Background: In the current study, we evaluated the therapeutic potential of sinapic acid (SA) in terms of the mechanism underlying its gastroprotective action against ethanol-induced gastric ulcers in rats. Methods: These effects were examined through gross macroscopic evaluation of the stomach cavity [gastric ulcer index (GUI)], alteration in pH, gastric juice volume, free acidity, total acidity, total gastric wall mucus, and changes in PGE2. In addition, we evaluated lipid peroxidation (malondialdehyde), antioxidant systems (catalase and glutathione), inflammatory markers [tumor necrosis factor-α (TNF-α) and interleukin-6 (IL-6), and myeloperoxidase (MPO)], apoptotic markers (caspase-3, Bax, and Bcl-2), nuclear factor-κB [NF-κB (p65)], NO levels, and histopathological staining (H and E and PAS). Results: In rats with ethanol-induced ulcers, pre-treatment with SA (40 mg/kg p. o.) decreased the sternness of ethanol-induced gastric mucosal injuries by decreasing the GUI, gastric juice volume, free acidity, and total acidity. In addition, the pH and total gastric mucosa were increased, together with histopathological alteration, neutrophil incursion, and increases in PGE2 and NO2. These effects were similar to those observed for omeprazole, a standard anti-ulcer drug.

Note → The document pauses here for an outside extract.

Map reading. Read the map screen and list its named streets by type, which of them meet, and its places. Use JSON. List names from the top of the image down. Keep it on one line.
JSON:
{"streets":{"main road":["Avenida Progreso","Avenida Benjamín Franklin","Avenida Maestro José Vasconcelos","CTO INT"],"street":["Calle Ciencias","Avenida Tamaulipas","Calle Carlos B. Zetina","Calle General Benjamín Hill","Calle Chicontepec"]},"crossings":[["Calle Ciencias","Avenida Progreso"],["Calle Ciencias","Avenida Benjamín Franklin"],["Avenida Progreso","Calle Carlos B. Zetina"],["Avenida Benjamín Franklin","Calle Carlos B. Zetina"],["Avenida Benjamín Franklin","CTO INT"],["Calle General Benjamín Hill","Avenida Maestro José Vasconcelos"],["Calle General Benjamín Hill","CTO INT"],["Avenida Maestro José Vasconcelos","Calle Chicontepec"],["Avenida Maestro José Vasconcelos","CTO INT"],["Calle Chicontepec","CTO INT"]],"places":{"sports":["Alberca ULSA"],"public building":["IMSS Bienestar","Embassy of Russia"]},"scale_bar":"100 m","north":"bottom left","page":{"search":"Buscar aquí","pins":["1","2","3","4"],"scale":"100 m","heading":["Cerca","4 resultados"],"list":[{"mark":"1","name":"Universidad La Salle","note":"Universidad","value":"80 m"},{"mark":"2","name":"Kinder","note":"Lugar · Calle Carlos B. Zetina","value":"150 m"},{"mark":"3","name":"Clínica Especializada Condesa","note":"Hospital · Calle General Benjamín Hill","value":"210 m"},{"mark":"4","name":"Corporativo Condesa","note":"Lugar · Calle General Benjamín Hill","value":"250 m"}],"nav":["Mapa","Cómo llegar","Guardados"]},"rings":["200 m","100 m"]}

SA was shown to suppress gastric inflammation through decreasing TNF-α, IL-6, and MPO, as well as curbing gastric oxidative stress through the inhibition of lipid peroxidation (MDA) and restoration of depleted glutathione and catalase activity. SA inhibited Bcl-2-associated X (Bax) and caspase-3 activity, and restored the antiapoptotic protein Bcl-2; these findings indicate the antiapoptotic potential of SA, leading to enhanced cell survival. SA also repressed NF-κB signaling and increased IκBα. Moreover, SA upregulated the nuclear factor erythroid 2-related factor 2 (Nrf2) and heme oxygenase-1 (HO-1), thereby restoring depleted antioxidant defense enzymes and implicating the NRF2/HO-1 signaling pathways. Conclusion: These results suggest that the prophylactic administration of SA (40 mg/kg) can ameliorate ethanol-induced gastric ulcers in rats primarily via the modulation of Nrf2/HO-1 and NF-κB signaling and subsequent enhancement of cell viability.